### ABOUT THIS TASK
Print out the data below. Do not alter a single line.

### Stored data entries
————————
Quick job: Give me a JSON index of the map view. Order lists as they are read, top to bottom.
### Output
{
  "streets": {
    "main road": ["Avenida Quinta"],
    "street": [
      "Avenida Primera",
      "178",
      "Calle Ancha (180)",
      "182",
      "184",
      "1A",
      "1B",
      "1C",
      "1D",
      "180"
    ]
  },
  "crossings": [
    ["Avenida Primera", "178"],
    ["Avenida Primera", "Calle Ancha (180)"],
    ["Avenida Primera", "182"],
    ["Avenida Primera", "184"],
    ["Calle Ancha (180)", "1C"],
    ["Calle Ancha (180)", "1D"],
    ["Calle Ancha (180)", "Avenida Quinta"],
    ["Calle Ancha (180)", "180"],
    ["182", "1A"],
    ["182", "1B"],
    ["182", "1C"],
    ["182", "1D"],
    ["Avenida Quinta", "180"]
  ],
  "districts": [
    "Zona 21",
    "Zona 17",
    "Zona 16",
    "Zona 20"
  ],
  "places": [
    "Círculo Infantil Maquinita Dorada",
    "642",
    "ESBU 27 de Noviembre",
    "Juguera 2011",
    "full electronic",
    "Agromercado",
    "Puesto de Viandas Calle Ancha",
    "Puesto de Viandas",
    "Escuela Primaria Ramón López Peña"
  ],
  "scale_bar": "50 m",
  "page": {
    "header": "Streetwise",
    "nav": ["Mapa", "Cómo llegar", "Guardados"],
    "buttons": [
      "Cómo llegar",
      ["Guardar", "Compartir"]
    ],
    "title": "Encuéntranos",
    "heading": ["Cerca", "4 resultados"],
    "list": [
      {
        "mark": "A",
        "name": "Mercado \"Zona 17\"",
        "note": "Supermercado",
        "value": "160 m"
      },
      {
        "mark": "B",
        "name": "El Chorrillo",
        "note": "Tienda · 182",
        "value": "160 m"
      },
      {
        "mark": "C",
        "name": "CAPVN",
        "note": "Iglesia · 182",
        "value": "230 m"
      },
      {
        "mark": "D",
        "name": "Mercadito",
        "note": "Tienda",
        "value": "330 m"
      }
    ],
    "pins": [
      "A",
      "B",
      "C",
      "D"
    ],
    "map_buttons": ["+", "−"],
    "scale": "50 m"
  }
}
————————
### TASK OUTPUT
Quick job: Give me a JSON index of the map view. Order lists as they are read, top to bottom.
### Output
{
  "streets": {
    "main road": ["Avenida Quinta"],
    "street": [
      "Avenida Primera",
      "178",
      "Calle Ancha (180)",
      "182",
      "184",
      "1A",
      "1B",
      "1C",
      "1D",
      "180"
    ]
  },
  "crossings": [
    ["Avenida Primera", "178"],
    ["Avenida Primera", "Calle Ancha (180)"],
    ["Avenida Primera", "182"],
    ["Avenida Primera", "184"],
    ["Calle Ancha (180)", "1C"],
    ["Calle Ancha (180)", "1D"],
    ["Calle Ancha (180)", "Avenida Quinta"],
    ["Calle Ancha (180)", "180"],
    ["182", "1A"],
    ["182", "1B"],
    ["182", "1C"],
    ["182", "1D"],
    ["Avenida Quinta", "180"]
  ],
  "districts": [
    "Zona 21",
    "Zona 17",
    "Zona 16",
    "Zona 20"
  ],
  "places": [
    "Círculo Infantil Maquinita Dorada",
    "642",
    "ESBU 27 de Noviembre",
    "Juguera 2011",
    "full electronic",
    "Agromercado",
    "Puesto de Viandas Calle Ancha",
    "Puesto de Viandas",
    "Escuela Primaria Ramón López Peña"
  ],
  "scale_bar": "50 m",
  "page": {
    "header": "Streetwise",
    "nav": ["Mapa", "Cómo llegar", "Guardados"],
    "buttons": [
      "Cómo llegar",
      ["Guardar", "Compartir"]
    ],
    "title": "Encuéntranos",
    "heading": ["Cerca", "4 resultados"],
    "list": [
      {
        "mark": "A",
        "name": "Mercado \"Zona 17\"",
        "note": "Supermercado",
        "value": "160 m"
      },
      {
        "mark": "B",
        "name": "El Chorrillo",
        "note": "Tienda · 182",
        "value": "160 m"
      },
      {
        "mark": "C",
        "name": "CAPVN",
        "note": "Iglesia · 182",
        "value": "230 m"
      },
      {
        "mark": "D",
        "name": "Mercadito",
        "note": "Tienda",
        "value": "330 m"
      }
    ],
    "pins": [
      "A",
      "B",
      "C",
      "D"
    ],
    "map_buttons": ["+", "−"],
    "scale": "50 m"
  }
}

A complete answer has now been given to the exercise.